Diagnosis of multifocal TB is challenging, owing to delayed presentation, clinical polymorphism, and the diversity of organs affected. Skin involvement is dominated by scrofuloderma and gummas (
8). Skin is also a site easily accessible for clinicopathological examination. Two pathomechanisms can give rise to multifocal TB: (1) hematogenous dissemination, and (2) initial hemolymphatic seeding of multiple organs with subsequent reactivation (
8). Numerous investigations, including screening (Mantoux test induration > 10 mm), imaging studies (X-ray, computed axial tomography, MRI, ultrasonography), cytopathological studies (fine needle aspiration cytology and histopathology), IS-6110 polymerase chain reaction (high sensitivity), and culture (gold standard) are necessary for the establishment of the diagnosis of multifocal TB. Our case had the clinical presentation of bridging scars with sinuses over the upper chest (manubrium sterni), which is an extremely unusual site for scrofuloderma (
7). Lesional morphology resembled an infected keloid (for which the patient had been earlier unsuccessfully treated) further compounding the diagnostic conundrum and suggesting multiple differentials like deep fungal (lobomycosis) or atypical mycobacterial infection, actinomycetoma, and nocardiosis.

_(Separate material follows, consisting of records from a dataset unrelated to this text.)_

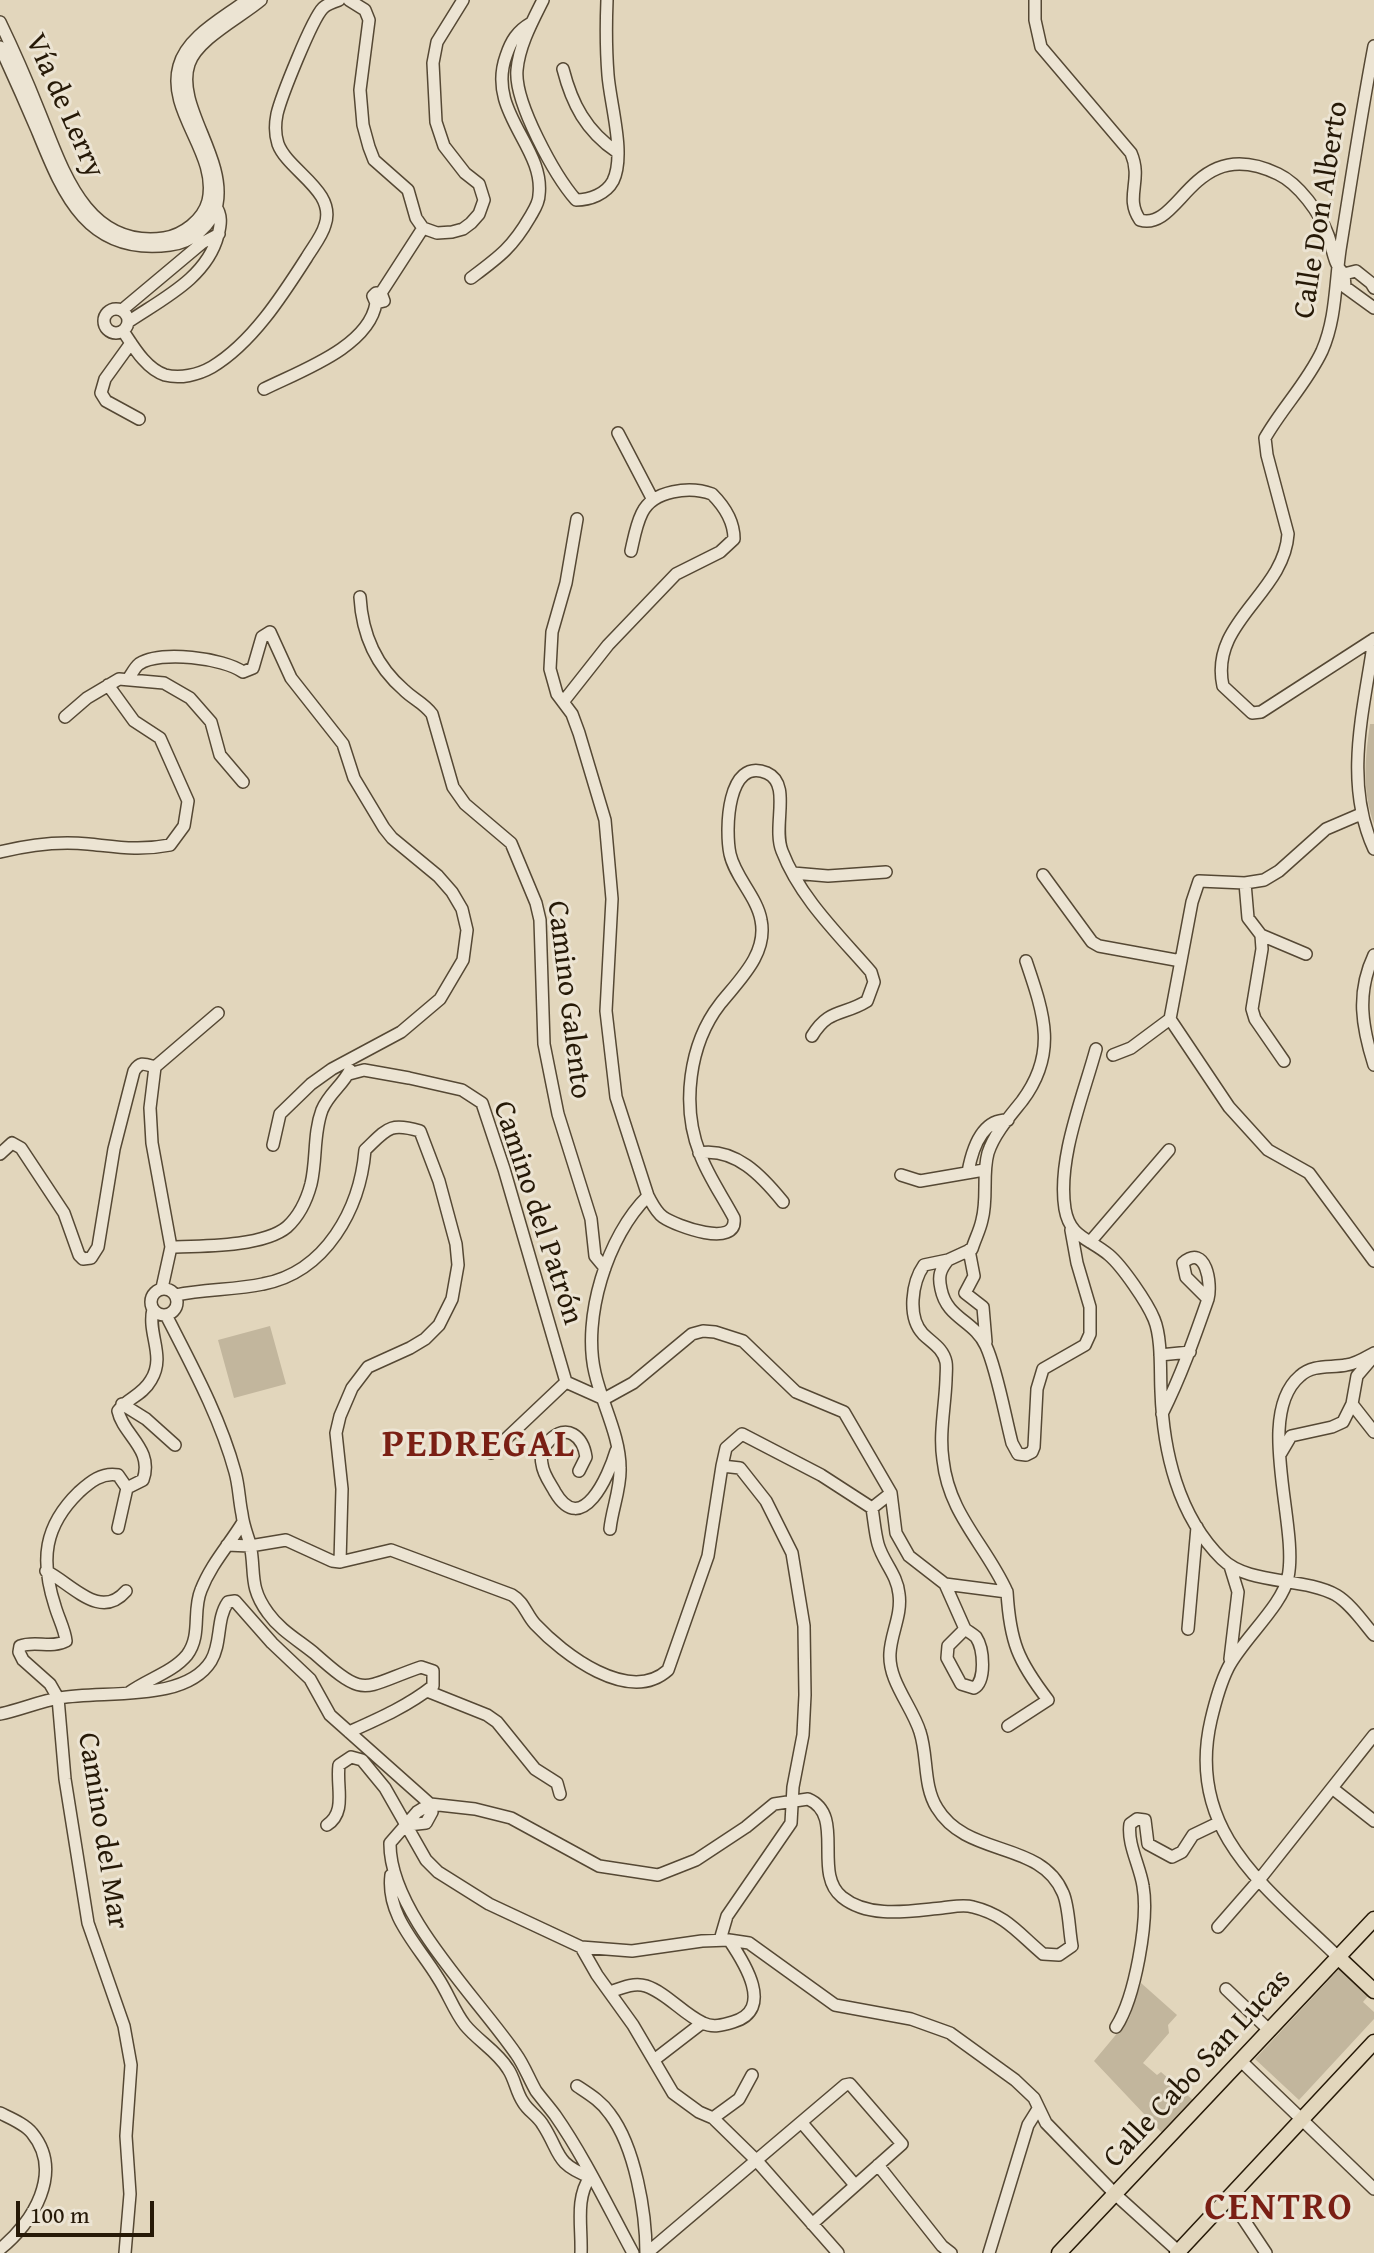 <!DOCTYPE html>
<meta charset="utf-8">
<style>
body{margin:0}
#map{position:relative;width:1374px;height:2253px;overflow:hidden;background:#e2d6bc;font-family:"Gentium Book Plus",serif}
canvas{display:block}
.scale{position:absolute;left:16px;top:2201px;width:138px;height:36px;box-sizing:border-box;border:4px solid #261907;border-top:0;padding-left:10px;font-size:24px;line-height:28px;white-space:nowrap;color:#261907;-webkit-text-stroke:6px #ece4d3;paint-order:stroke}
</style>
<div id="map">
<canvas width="1374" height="2253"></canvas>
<div class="scale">100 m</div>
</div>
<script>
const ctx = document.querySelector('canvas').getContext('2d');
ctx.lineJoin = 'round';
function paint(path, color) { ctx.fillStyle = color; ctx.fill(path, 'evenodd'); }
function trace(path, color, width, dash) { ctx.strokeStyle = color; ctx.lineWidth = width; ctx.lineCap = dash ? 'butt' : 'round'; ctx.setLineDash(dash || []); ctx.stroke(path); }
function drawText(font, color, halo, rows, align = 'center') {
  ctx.font = font + ' "Gentium Book Plus",serif'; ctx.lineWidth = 6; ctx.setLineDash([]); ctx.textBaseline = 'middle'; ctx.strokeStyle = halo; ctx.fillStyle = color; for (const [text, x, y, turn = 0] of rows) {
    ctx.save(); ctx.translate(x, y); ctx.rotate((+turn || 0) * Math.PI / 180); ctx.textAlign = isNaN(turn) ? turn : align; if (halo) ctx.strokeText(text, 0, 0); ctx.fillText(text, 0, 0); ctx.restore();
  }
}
paint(new Path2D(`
 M1370 724H1374V824C1362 790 1365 758 1370 724Z
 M270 1326 286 1384 234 1398 218 1340Z
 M1339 1969 1368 1996 1363 2002 1374 2012V2019L1299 2100 1255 2059Z
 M1141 1983 1177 2015 1168 2025 1169 2033 1143 2063 1157 2075 1161 2072 1193 2100 1162 2133 1094 2061 1129 2019Z`), '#c2b69d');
const minor = new Path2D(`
 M349 0 365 10 369 20 360 90 363 125 369 147 374 160 408 190 416 218 423 228 437 233 452 232 463 229 471 223 479 214 484 200 479 184 465 173 444 146 436 122 433 63 437 42 463 0
 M543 0C532 22 519 46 517 70 514 102 555 176 576 200 590 200 606 194 613 181 626 155 610 103 608 75 606 50 606 25 607 0
 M1035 0V20L1041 47 1131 153C1143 181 1124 197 1140 220 1181 232 1192 133 1278 174 1299 184 1320 213 1328 235 1333 248 1333 264 1344 274L1345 287 1374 308
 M0 22C14 51 27 81 39 111 62 167 85 249 164 238 183 235 203 220 208 201 219 154 166 112 179 66 187 36 224 18 247 0
 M1374 46C1361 114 1351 182 1340 250 1335 285 1336 319 1322 351 1307 383 1282 408 1265 438L1267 455 1288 534C1284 594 1209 622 1223 686L1252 713 1261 712 1374 639
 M0 47C13 75 25 102 37 130 63 194 87 256 170 245 191 243 212 226 217 204 226 157 175 105 189 64 197 39 241 17 261 0
 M563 69C572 104 586 131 617 152
 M1344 274 1356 271 1371 283 1374 288
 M471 278C499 257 512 248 530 217 534 210 539 203 539 195 545 147 486 112 506 56 511 41 517 31 531 23
 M381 293 423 228
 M104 321a12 12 0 1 1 24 0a12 12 0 1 1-24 0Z
 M122 310 202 243 219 234
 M128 322C162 299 207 278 218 235 221 224 222 215 215 205
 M123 331C133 346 146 369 165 375 180 379 198 375 212 367 252 343 282 296 307 257 313 247 322 236 325 225 337 191 288 171 278 144 275 135 275 124 277 114 281 97 312 19 323 8 327 4 333 2 339 0
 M131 343 105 379 101 393 106 401 139 419
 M264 389C300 371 369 347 376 303L373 296 376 293H381L384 301 376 303
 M618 433 653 500
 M577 519 566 583 552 632 550 669 557 694 572 714 579 733 605 820 612 899 606 1011 616 1097 648 1196
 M360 597C362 633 375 665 404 690 413 699 424 703 432 714L453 787 465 804 511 843 536 903 540 920 544 1044 558 1114 591 1219 595 1256 605 1268
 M1374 639C1364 710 1343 781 1374 849
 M128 679C131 675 135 667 139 664 161 650 223 658 243 672L253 668 262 637 270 632 291 678 343 744 354 778 384 828 392 838 438 876 452 892 462 909 467 930 463 960 440 999 401 1032 332 1069 311 1084 280 1114 273 1145
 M563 702 608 645 676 574 720 552 734 539C734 522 724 506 712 494 690 486 653 490 642 513 636 525 634 538 631 551
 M65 717 87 698 119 679 164 683 190 698 211 722 220 755 243 782
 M0 852C28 845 59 841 88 844 118 847 139 851 170 845L184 826 188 801 160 738 134 721 108 685
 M793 873 828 876 886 872
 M1043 875 1092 942 1099 946 1181 961
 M1245 883 1248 918 1261 935 1306 954
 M1261 935 1262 949 1252 1009 1255 1019 1284 1061
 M1374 955C1356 993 1362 1027 1374 1065
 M1170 1019 1229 1107 1268 1150 1309 1173 1374 1261
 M1096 1049C1083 1097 1057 1159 1065 1209 1070 1238 1089 1238 1109 1255 1122 1266 1147 1302 1154 1319 1162 1338 1160 1371 1161 1391 1163 1451 1178 1516 1222 1559 1248 1585 1304 1577 1336 1595 1351 1604 1363 1622 1374 1635
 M1113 1055 1131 1048 1170 1019 1192 902 1199 881 1245 883 1264 880 1279 871 1326 829 1361 814
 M155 1067 150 1108 152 1143 171 1247 162 1288
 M155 1067 218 1013
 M349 1074 364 1070 409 1078 462 1090 482 1103 504 1169 566 1382 604 1399 633 1383 692 1334 703 1331 715 1332 743 1341 796 1392 844 1412 891 1493 896 1533 909 1556 945 1584 1007 1592C1010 1642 1018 1661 1048 1700L1008 1726
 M699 1153C735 1147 762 1176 783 1202
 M0 1154 12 1143 21 1148 64 1213 79 1255 83 1259 91 1258 98 1247 114 1149 134 1071C140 1061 145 1064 155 1067
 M968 1172C972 1150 981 1119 1008 1120
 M901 1175 920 1181 984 1170
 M1090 1242 1169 1150
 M171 1247C201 1246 263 1247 287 1227 299 1216 307 1199 311 1184 317 1159 313 1134 322 1110 329 1093 343 1085 350 1070
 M969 1250 974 1276 965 1293 983 1307 986 1342
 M948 1260C940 1270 938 1276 941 1289 947 1319 974 1320 986 1346 997 1370 1005 1416 1012 1443L1018 1454 1026 1455 1032 1452 1034 1447 1037 1389 1043 1369 1085 1345 1090 1334V1307L1077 1263 1071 1230
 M151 1302a13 13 0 1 1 26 0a13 13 0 1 1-26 0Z
 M176 1295C205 1289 235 1290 263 1284 326 1272 360 1209 365 1150 387 1129 389 1122 420 1131L439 1181 456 1244 458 1265 452 1299 439 1325 425 1339 410 1348 368 1367 352 1388 340 1416 336 1433 342 1489 340 1562
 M166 1315C192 1366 220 1417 235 1472 239 1486 239 1500 242 1514 243 1524 247 1534 250 1544 256 1572 248 1586 268 1613 280 1630 298 1640 314 1653 367 1700 360 1688 421 1667L433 1671V1686C408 1706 378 1719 349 1732
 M1160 1355 1190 1352
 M122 1404 146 1419 175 1445
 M1352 1404 1374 1432
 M1162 1414C1181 1376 1194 1339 1208 1299 1212 1284 1206 1243 1183 1263L1186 1277 1208 1299
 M491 1453 566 1382
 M1281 1453 1291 1436 1332 1427 1343 1422 1352 1404 1357 1376 1374 1356
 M579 1471 586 1457C583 1437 567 1422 549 1441 543 1447 540 1455 542 1464 543 1474 550 1483 555 1492 582 1538 609 1475 616 1451
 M127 1488 143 1480C154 1449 123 1435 118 1411 127 1398 142 1396 151 1380 166 1356 147 1334 153 1309
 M118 1528 127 1488 118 1475C102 1472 90 1482 79 1492 44 1526 40 1560 55 1606 58 1617 65 1630 66 1641 52 1649 35 1640 20 1646L19 1652 23 1660 50 1684 58 1698 65 1779 88 1923 124 2026 131 2065 126 2136 130 2194 125 2253
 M610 1529C612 1509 621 1488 620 1468 620 1436 602 1404 595 1373 582 1318 607 1236 648 1196 652 1203 656 1212 663 1217 676 1226 738 1249 734 1218 723 1197 708 1176 700 1154 681 1106 689 1044 720 1004 739 980 768 954 761 920 757 897 735 877 730 854 725 830 727 756 767 773 792 784 772 826 782 851 800 898 839 935 871 972L874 982 867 1001C843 1016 829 1008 812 1036
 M227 1545 250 1546 286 1540 332 1561 340 1562 391 1550 512 1595C524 1602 526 1614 535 1624 563 1654 629 1705 668 1670L708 1556 722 1466
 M46 1571C72 1584 100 1621 126 1591
 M945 1584 965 1629
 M1007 1592C986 1545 949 1515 943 1460 939 1434 945 1407 946 1380 946 1375 947 1367 946 1362 943 1348 932 1343 923 1334 907 1317 912 1282 924 1265L948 1260 972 1249C975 1239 980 1230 982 1220 988 1198 982 1175 988 1153 994 1134 1010 1116 1022 1101 1058 1053 1044 1014 1026 961
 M965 1629C969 1632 973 1634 976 1637 984 1649 986 1681 974 1688L961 1684 947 1658 948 1646Z
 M1188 1629 1197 1527
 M1230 1659 1238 1592 1230 1566
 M427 1691 487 1715 497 1722 535 1769 557 1783 560 1794
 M130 1692C148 1679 173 1672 187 1655 202 1635 192 1611 201 1590 211 1564 229 1545 243 1522
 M0 1714C20 1710 40 1701 60 1698 103 1690 185 1703 211 1661 222 1643 216 1619 228 1602L235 1601 272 1643 310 1679 330 1715 430 1804 432 1812 426 1823 408 1825
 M1332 1788 1374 1821
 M430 1804 475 1809 511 1818 599 1866 658 1875 696 1860 746 1827 774 1804 808 1799C846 1815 812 1873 842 1897 869 1919 910 1911 942 1908 952 1907 963 1904 973 1907 1006 1915 1019 1934 1043 1954L1059 1955 1072 1946C1069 1931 1069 1906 1063 1893 1041 1840 967 1858 937 1808 923 1786 928 1756 920 1732 912 1706 888 1681 890 1653 891 1633 902 1615 899 1594 897 1574 883 1562 878 1544 875 1533 874 1520 872 1508L891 1493
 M430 1804 417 1812 390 1843C389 1912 477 1997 516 2054 524 2065 529 2079 536 2091 542 2099 549 2107 555 2115 585 2158 608 2207 633 2253
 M327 1825C347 1812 336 1787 339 1765L351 1757 362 1760 385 1788 426 1860 438 1872 489 1904 581 1947 597 1975 633 2025 673 2093 699 2112 713 2118 757 2161 838 2253
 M391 1875C386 1916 418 1945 438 1978 448 1993 454 2011 465 2025 478 2041 497 2051 508 2069 515 2079 516 2092 523 2102 528 2111 538 2116 543 2125 561 2153 554 2163 590 2177
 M1218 1927 1259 1880 1374 1735
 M720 1940 727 1916 791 1823 793 1787 803 1735 805 1695 804 1626 792 1553 766 1501 740 1468 722 1466 726 1448 742 1434 821 1475 872 1508
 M581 1947 632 1951 702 1941 729 1940 749 1943 835 2005 911 2019 950 2033 1015 2080 1034 2098 1046 2123 1116 2195 1179 2252
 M1338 1957C1267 1888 1185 1832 1211 1720 1215 1703 1220 1684 1228 1668 1242 1640 1283 1605 1288 1577 1299 1526 1254 1415 1300 1376 1313 1364 1330 1368 1346 1365 1356 1364 1365 1358 1374 1353
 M1226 1989 1269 2030
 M610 1992C621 1988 634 1982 646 1986 667 1993 683 2014 703 2023 713 2028 723 2025 733 2022 775 2010 744 1962 729 1940
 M1116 2027C1135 1998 1149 1920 1143 1886 1140 1866 1127 1844 1130 1824L1137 1819 1145 1820 1148 1844 1172 1857 1182 1852 1193 1835 1218 1823
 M654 2060 702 2023
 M1241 2061 1374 2189
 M577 2086C589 2094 601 2101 610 2114 635 2147 646 2212 646 2253
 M0 2113C10 2118 25 2124 32 2133 64 2172 33 2223 0 2249
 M713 2118 739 2099 752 2075
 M802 2123 855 2185
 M878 2165 942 2246 951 2253
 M1230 2199 1266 2253
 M581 2253C582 2226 575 2199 590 2177
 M647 2253 845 2085 850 2084 902 2144 812 2224
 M989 2253 1028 2125 1038 2109`);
const major = new Path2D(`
 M1338 1957 1374 1991
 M1059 2253 1374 1919
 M1177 2253 1374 2042`);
trace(minor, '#554834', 14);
trace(major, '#261907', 17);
trace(minor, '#ece4d3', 11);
trace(major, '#e2d6bc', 14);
drawText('30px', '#261907', '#ece4d3', [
 ["Vía de Lerry",64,106,66],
 ["Calle Don Alberto",1322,210,-81],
 ["Camino Galento",568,1000,83],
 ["Camino del Patrón",537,1213,72],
 ["Camino del Mar",102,1831,81],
 ["Calle Cabo San Lucas",1198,2069,-47]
]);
ctx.letterSpacing = '2px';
drawText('bold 38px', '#7a1f14', '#ece4d3', [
 ["PEDREGAL",479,1446],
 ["CENTRO",1279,2209]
]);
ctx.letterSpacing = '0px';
</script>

Furthermore, such lesions occurring over intertriginous regions may simulate hidradenitis suppurativa. It was only on the basis of strong clinical suspicion and thorough radiological and histopathological investigations that a final diagnosis of multifocal TB (sternal, mediastinal, cutaneous, and lumbar vertebral) was reached. A multidisciplinary consultation was sought wherein conservative management was recommended for skeletal TB in addition to the antitubercular treatment (ATT). Indian’s new revised national tuberculosis control program (RNTCP) guidelines for extrapulmonary TB, recommend the use of FDC of ATT (
Table 1) (
12). Multifocal TB should always raise the suspicion of underlying HIV infection and immunosuppression (
8). The presence of multidrug-resistant (MDR) or extensively drug-resistant (XDR) TB poses great therapeutic difficulty with prolonged treatment courses and poorer prognosis. Although our patient was immunocompetent, the diagnosis was delayed due to atypical site of cutaneous presentation (upper chest instead of neck or axilla), rare focus (sternal TB), and more importantly, morphological resemblance to keloid with the presence of non-specific subtle symptoms and signs.